The U.S. Securities and Exchange Commission has charged a London, England resident with insider trading ahead of the July 14, 2006, announcement that San Diego-based Petco Animal Supplies, Inc. would be purchased by two private equity firms.

The commission filed an amended complaint in federal court in San Diego charging Taher Suterwalla, 30, with insider trading in the securities of Petco. The amended complaint identifies Suterwalla as the “one or more unknown purchasers” of Petco described in the commission’s initial complaint that was filed just three days after the Petco acquisition announcement. The proceeds from the trading have been frozen ever since as a result of a court order granted in response to the commission’s emergency request.
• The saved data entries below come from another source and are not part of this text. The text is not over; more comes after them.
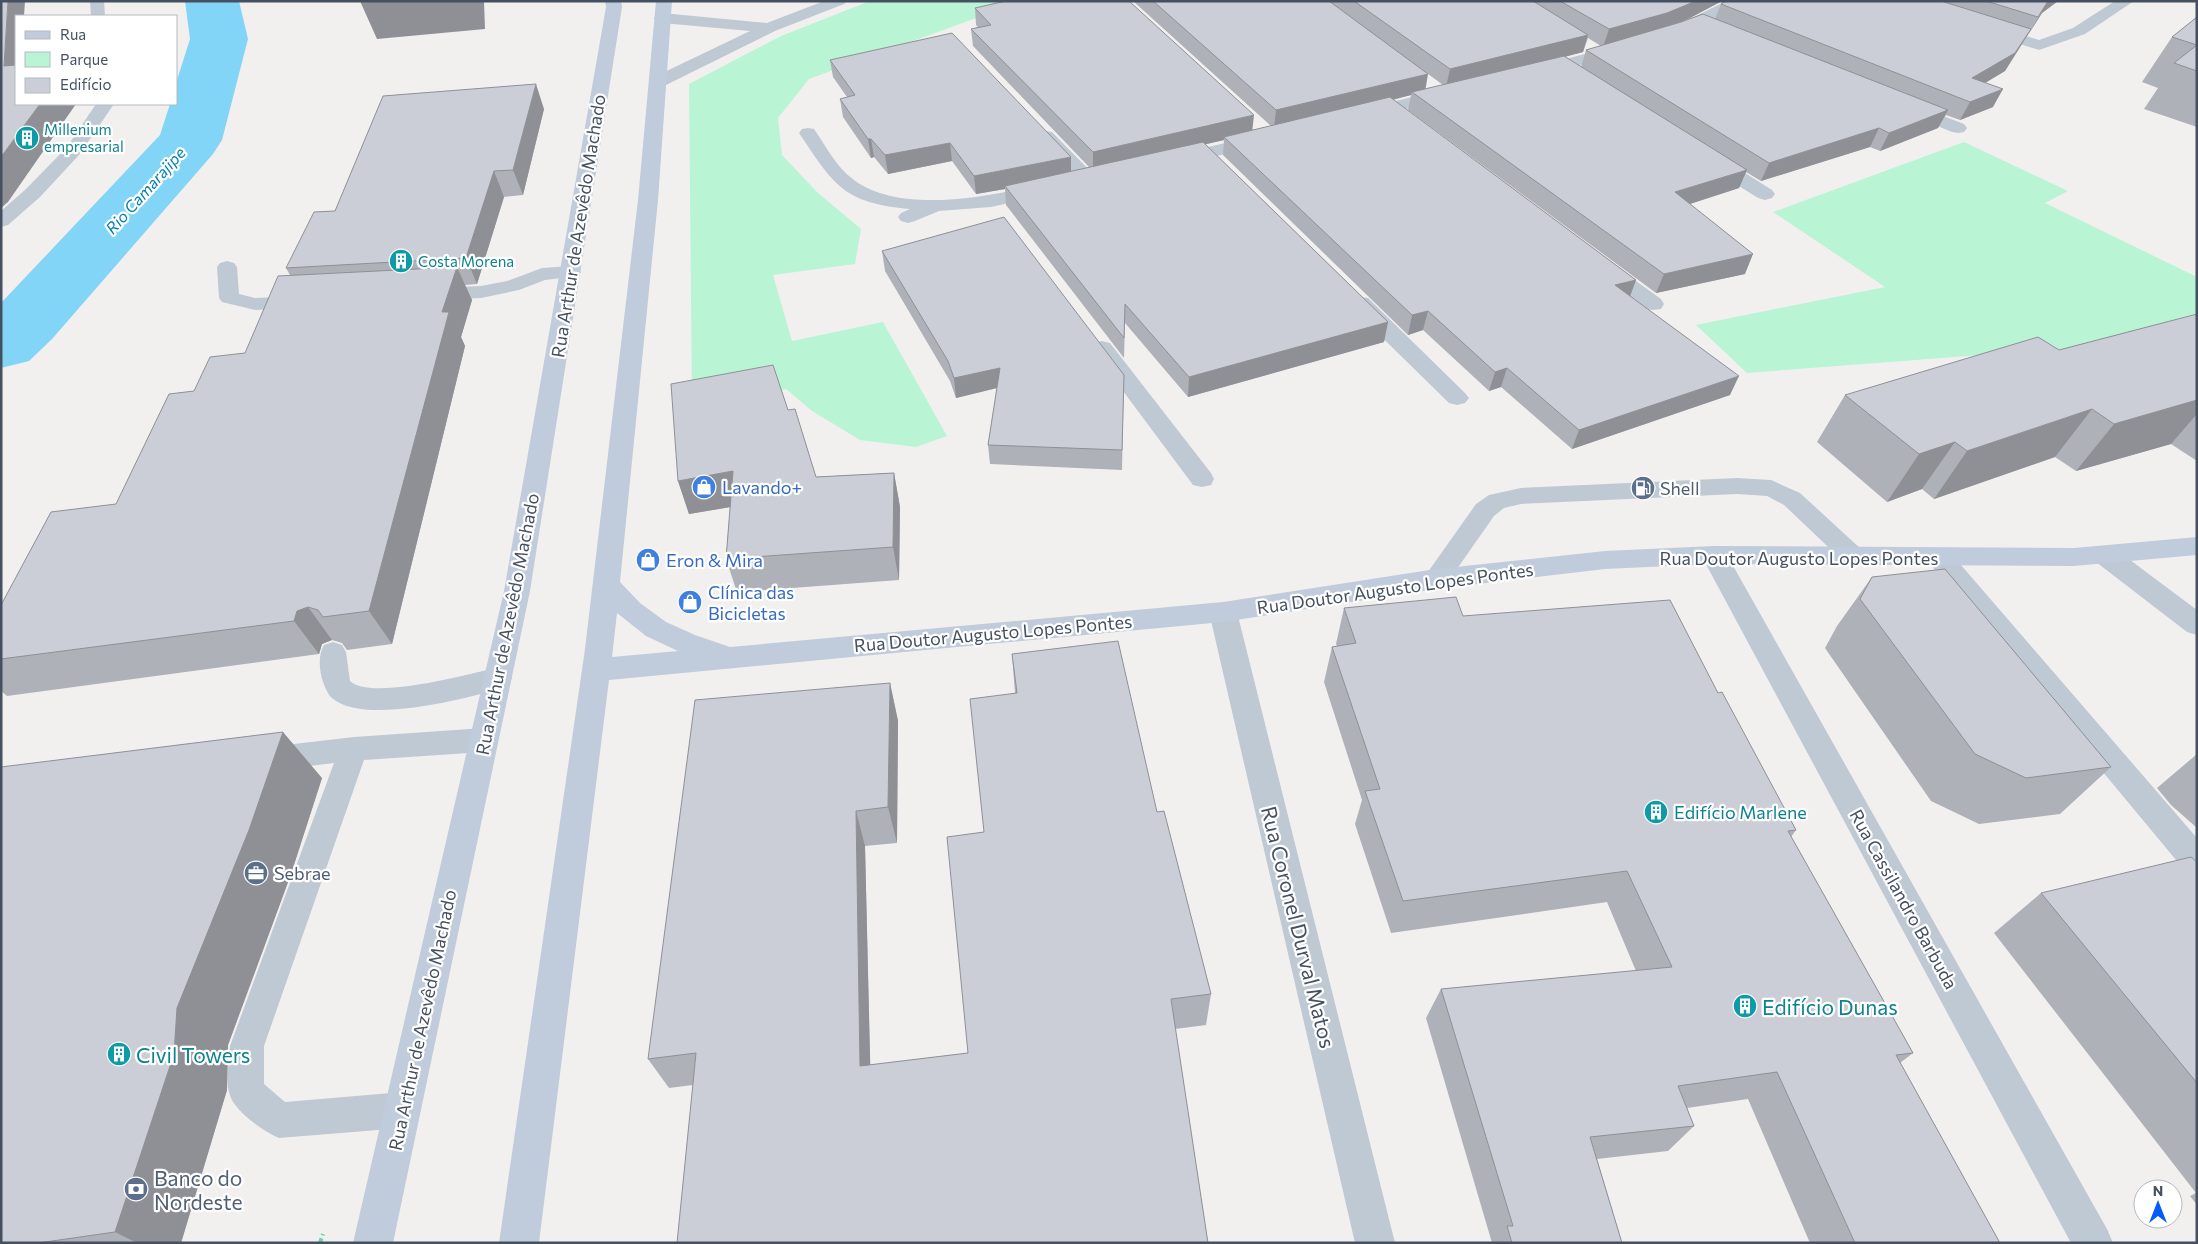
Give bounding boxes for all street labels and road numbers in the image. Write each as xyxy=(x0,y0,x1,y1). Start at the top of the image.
street label: Rua Arthur de Azevêdo Machado xyxy=(546,93,610,359)
street label: Rua Arthur de Azevêdo Machado xyxy=(471,491,543,757)
street label: Rua Doutor Augusto Lopes Pontes xyxy=(1659,547,1939,569)
street label: Rua Doutor Augusto Lopes Pontes xyxy=(1255,558,1535,618)
street label: Rua Doutor Augusto Lopes Pontes xyxy=(853,610,1133,656)
street label: Rua Coronel Durval Matos xyxy=(1257,803,1341,1051)
street label: Rua Cassilandro Barbuda xyxy=(1845,805,1963,993)
street label: Rua Arthur de Azevêdo Machado xyxy=(384,888,460,1152)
The amended complaint alleges that in the three weeks preceding Petco’s acquisition announcement, Suterwalla purchased Petco call options from a Swiss financial institution, which filled his orders by purchasing Petco call options in the US. The options generally were out of the money, representing a bet that the price of Petco stock would rise substantially, and were set to expire within weeks of the purchase date, representing a bet that the price rise would happen soon. The amended complaint further alleges that Suterwalla purchased from brokerage houses in the UK certain derivative instruments known as spread bets, which caused the brokers to purchase Petco common stock and options in the US.

The amended complaint alleges that Suterwalla entered into the transactions while aware of material nonpublic information regarding the pending acquisition of Petco, and that he took highly leveraged and speculative positions in the price of Petco’s securities, which exposed him to the potential for millions of dollars in losses if Petco’s price declined. It further alleges that Suterwalla made all of his purchases within 17 days of Petco’s acquisition announcement, that he made a number of his purchases the day before the announcement, and that his illicit profit from these transactions was more than US$3 million.

These allegations have not been proven.

“Insider trading ahead of mergers and acquisitions is one of the commission’s top priorities,” said Linda Thomsen, director of the commission’s Division of Enforcement. “We will aggressively pursue people who commit such violations. The geographical distance between perpetrators and the markets they defraud will not preclude us from taking action.”

The commission is seeking a permanent injunction, disgorgement of ill-gotten gains with prejudgment interest thereon, and the imposition of civil penalties.

The SEC acknowledged the Chicago Board Options Exchange, the UK’s Financial Services Authority, the Swiss Federal Banking Commission, and the Ontario Securities Commission for their continuing assistance in this matter.